> INSTRUCTIONS FOR THE TASK:
Go through the material below, noting each line where the string "overflow" appears, and give only the total.

*** Block opens ***

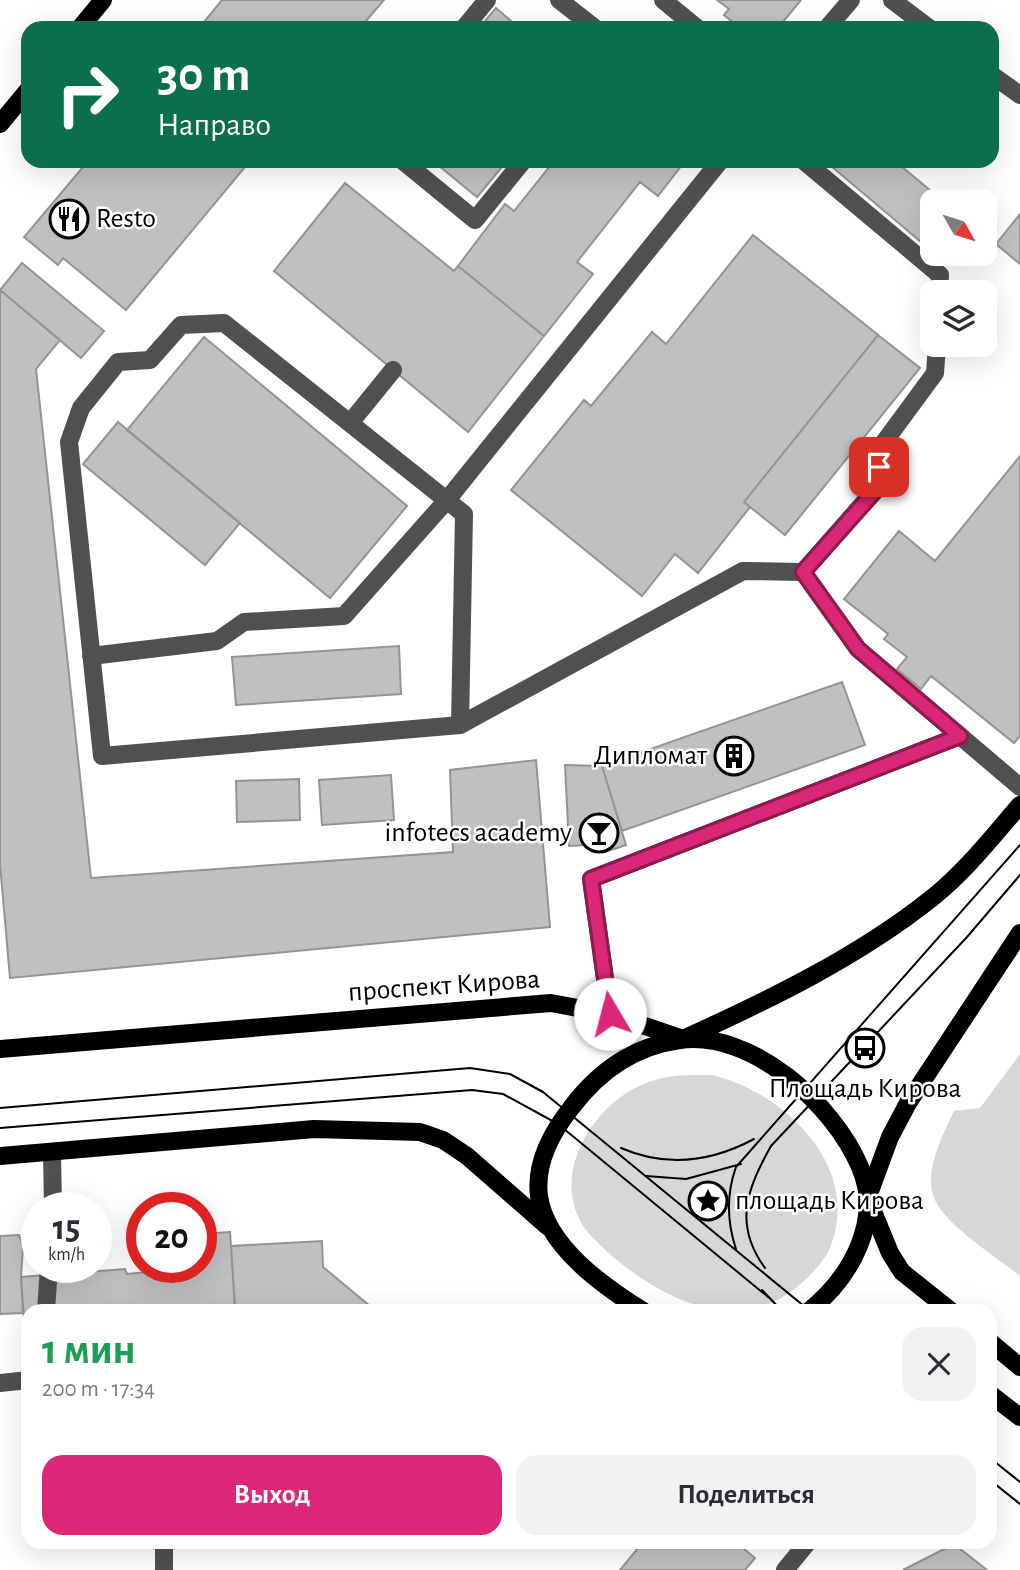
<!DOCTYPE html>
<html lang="ru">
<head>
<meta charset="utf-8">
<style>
  body { margin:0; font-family:"Alegreya Sans",sans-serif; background:#f2f2f3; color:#2b2b33; height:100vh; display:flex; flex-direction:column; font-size:26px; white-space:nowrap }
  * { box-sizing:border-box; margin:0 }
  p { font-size:23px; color:#7c7c81 }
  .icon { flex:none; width:38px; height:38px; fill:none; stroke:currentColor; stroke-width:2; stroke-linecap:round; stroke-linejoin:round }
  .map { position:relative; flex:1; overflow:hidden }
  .drawer { position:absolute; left:21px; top:1304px; width:976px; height:245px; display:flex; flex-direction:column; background:#fff; border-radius:21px; box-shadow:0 7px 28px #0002 }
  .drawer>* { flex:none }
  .top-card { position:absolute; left:21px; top:21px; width:978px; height:147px; border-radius:21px; box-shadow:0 7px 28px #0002; background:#0b6e4f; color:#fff; overflow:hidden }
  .needle { width:46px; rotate:129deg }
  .controls { position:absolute; left:920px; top:189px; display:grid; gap:14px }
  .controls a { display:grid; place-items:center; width:77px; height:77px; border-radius:14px; background:#fff; box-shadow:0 7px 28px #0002; font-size:35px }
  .speed { position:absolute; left:21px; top:1192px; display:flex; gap:14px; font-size:35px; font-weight:700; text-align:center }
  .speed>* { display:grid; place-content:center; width:91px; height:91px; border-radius:50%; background:#fff; box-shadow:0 7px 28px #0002; line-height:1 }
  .speed small { font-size:18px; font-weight:400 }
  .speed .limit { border:10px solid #d22; background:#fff; color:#111 }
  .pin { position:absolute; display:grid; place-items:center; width:60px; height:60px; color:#fff; margin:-30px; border-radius:14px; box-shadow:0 4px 10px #0006 }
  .me { position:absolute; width:77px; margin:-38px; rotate:352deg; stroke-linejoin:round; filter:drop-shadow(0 0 5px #0008) }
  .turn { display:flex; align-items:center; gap:24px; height:147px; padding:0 21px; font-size:32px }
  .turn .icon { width:91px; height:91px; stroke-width:2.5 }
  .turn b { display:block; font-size:49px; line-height:60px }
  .round { display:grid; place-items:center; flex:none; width:74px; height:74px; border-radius:21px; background:#f2f2f3 }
  .summary { display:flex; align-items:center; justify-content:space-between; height:119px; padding:0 21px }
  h1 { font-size:42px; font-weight:600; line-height:52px; color:#1e9e55 }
  .button { display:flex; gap:14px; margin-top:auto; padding:14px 21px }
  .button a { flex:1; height:80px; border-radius:21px; background:#db2777; color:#fff; font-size:28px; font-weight:600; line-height:80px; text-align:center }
  .button a+a { background:#f2f2f3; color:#2b2b33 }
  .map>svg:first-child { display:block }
</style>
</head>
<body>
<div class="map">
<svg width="1020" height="1570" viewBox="0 0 1020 1570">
  <rect width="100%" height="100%" fill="#fff"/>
  <path fill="#d7d7d7" d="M1020 1054V1276C997 1257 941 1223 933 1195 925 1169 943 1134 954 1111L980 1108Z
    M712 1075C783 1092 861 1164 831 1245 826 1260 810 1276 798 1286 732 1343 644 1290 593 1238 542 1186 590 1102 649 1082 669 1074 691 1075 712 1075Z"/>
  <path fill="#c0c0c0" stroke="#949494" stroke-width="2" d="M222 0H384L360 28H199Z
    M717 0H801L778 28H740L724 15 729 9Z
    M496 8 519 28H479Z
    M88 161H250L126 310 63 258 58 265 24 237Z
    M433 161H507L477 197Z
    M554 161H685L658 196 640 182 577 262 593 274 544 336 458 266 505 204 514 211Z
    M825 161H895L943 201H933V252Z
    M345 183 454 271 458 266 544 336 468 432 274 271Z
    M1020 214V264L996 244Z
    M753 235 878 335 744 502 750 507 698 573 675 554 642 596 511 490 584 400 591 406 652 332 666 344Z
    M22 263 104 331 81 358 0 290Z
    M0 290 60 340 36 369 91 878 453 852 450 770 536 760 550 927 10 978 0 864Z
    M878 335 920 368 785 535 744 502Z
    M204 337 407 506 330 598 127 430Z
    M118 422 240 523 205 565 83 464Z
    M1020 456V736L1014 743 931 676 921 689 897 669 907 657 884 639 888 634 844 599 899 531 935 561Z
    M399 646 401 694 236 705 232 657Z
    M842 682 865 745 622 831 602 766Z
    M565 765 602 766 626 845 605 852 602 844 569 846Z
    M391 775 394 820 322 825 319 780Z
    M299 779 300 820 237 822 236 781Z
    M230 1232 235 1305 170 1311H28L26 1346 21 1277 125 1269 127 1274 148 1272V1267H201V1234Z
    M19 1235 23 1247 21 1277 23 1313 0 1314V1236Z
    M322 1241 323 1267 376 1311H235L231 1246Z
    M643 1542H736L755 1558 745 1570H620Z
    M954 1544 987 1570H903Z"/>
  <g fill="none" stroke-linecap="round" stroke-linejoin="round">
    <path stroke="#505050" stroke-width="18" d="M559 0 595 28
      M663 0 697 28
      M892 0 929 28
      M464 28 487 0
      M827 28 851 0
      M992 75 1020 95
      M403 161 475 220 523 161
      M804 161 940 275 939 292
      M937 345 935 373 882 445 875 490 803 572 858 649 1020 787
      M350 423 393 370
      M91 656 217 641 244 622 344 616 447 500 720 161
      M460 725 464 514 224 323 181 325 150 360 118 362 81 408 69 442 102 756 460 725 743 571 803 572
      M610 1014 591 879 960 736
      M52 1152 53 1208
      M46 1311 49 1267
      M0 1383 28 1380
      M164 1570V1542
      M785 1570 808 1542"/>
    <path stroke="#000" stroke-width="18" d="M80 28 103 0
      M0 124 28 90
      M0 1049 551 1003 610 1014 683 1039C769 1000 858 957 932 898 965 872 993 836 1020 805
      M0 1156 314 1129 420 1132 443 1140 467 1156 547 1226
      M869 1194 890 1137 908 1103 1020 933
      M870 1204 890 1253 902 1272 951 1311
      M643 1311C603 1286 546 1246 539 1196 535 1164 552 1132 571 1108 598 1072 634 1046 680 1040 752 1030 834 1105 860 1167 883 1220 851 1277 809 1311
      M990 1342 1020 1367
      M990 1394 1020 1417"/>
    <path stroke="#000" stroke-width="2" d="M0 1108 470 1068 510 1074 543 1092 810 1311
      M0 1128 472 1090 503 1094 558 1124 768 1297
      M621 1148C667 1168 711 1162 754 1139
      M646 1176 686 1179 741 1164
      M736 1249C727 1222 726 1195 736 1167L1020 845
      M765 1268C733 1224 747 1189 771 1146L967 937 1020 875
      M762 1290 782 1311
      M990 1458 1020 1482
      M990 1480 1020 1504"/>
  </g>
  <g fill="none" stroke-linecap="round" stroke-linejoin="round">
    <defs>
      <path id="route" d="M610 1014 591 879 960 736 858 649 803 572 876 490 879 467"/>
    </defs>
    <use href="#route" stroke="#8e194d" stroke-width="18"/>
    <use href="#route" stroke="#db2777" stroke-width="12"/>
  </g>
  <defs>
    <symbol id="restaurant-ring" viewBox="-11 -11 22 22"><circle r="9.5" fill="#fff" stroke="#000" stroke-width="1.5"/><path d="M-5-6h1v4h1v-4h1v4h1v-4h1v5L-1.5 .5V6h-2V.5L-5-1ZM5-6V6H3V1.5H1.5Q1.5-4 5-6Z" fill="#000"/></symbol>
    <symbol id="building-ring" viewBox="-11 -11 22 22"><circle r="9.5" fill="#fff" stroke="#000" stroke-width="1.5"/><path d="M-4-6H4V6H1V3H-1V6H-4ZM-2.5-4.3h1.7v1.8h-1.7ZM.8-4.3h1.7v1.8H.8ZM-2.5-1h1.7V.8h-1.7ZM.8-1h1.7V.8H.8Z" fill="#000"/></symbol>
    <symbol id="bar-ring" viewBox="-11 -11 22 22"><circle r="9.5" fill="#fff" stroke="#000" stroke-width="1.5"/><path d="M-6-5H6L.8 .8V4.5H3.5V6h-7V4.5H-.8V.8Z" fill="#000"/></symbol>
    <symbol id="bus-ring" viewBox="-11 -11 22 22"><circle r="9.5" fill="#fff" stroke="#000" stroke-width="1.5"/><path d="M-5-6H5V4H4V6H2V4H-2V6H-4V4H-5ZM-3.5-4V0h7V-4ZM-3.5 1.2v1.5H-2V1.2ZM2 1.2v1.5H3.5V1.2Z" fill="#000"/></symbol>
    <symbol id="sight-ring" viewBox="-11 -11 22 22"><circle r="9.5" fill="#fff" stroke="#000" stroke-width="1.5"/><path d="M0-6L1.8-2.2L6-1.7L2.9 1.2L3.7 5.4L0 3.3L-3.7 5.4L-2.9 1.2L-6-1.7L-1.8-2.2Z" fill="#000"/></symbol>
  </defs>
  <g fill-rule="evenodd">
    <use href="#restaurant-ring" x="47" y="197" width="44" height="44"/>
    <use href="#building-ring" x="712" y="734" width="44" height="44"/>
    <use href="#bar-ring" x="577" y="811" width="44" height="44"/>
    <use href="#bus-ring" x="843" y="1026" width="44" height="44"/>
    <use href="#sight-ring" x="686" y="1179" width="44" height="44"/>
  </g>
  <g text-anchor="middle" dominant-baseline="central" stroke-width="5" stroke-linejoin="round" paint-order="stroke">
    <g font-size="28" fill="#000" stroke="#fff" text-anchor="start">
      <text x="96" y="219">Resto</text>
      <text x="707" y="756" text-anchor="end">Дипломат</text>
      <text x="572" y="833" text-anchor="end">infotecs academy</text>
      <text x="865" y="1089" text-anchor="middle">Площадь Кирова</text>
      <text x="735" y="1201">площадь Кирова</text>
    </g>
    <g font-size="28" fill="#000" stroke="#fff">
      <text transform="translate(444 986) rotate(-4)">проспект Кирова</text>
    </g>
  </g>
</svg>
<div class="controls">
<a><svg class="needle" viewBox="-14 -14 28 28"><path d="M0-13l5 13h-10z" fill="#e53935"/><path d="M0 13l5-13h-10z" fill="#7c7c81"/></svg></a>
<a><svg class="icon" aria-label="layers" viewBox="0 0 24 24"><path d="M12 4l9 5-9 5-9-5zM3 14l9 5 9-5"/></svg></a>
</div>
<div class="speed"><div>15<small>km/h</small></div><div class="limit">20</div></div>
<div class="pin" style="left:879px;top:467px;background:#d93025"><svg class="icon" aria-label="arrive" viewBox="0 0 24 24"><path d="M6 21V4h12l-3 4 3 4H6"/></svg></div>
<svg class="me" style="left:610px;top:1014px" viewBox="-20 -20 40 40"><circle r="19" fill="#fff"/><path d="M0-13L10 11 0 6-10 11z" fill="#db2777"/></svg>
<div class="top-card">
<div class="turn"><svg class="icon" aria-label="right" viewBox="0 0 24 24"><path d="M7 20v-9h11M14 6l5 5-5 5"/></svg><div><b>30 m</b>Направо</div></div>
</div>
<section class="drawer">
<div class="summary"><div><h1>1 мин</h1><p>200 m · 17:34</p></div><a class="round"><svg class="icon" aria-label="close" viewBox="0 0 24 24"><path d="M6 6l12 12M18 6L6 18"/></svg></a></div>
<div class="button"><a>Выход</a><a>Поделиться</a></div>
</section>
</div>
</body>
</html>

*** Block closes ***

> REPLY TO THE TASK:
2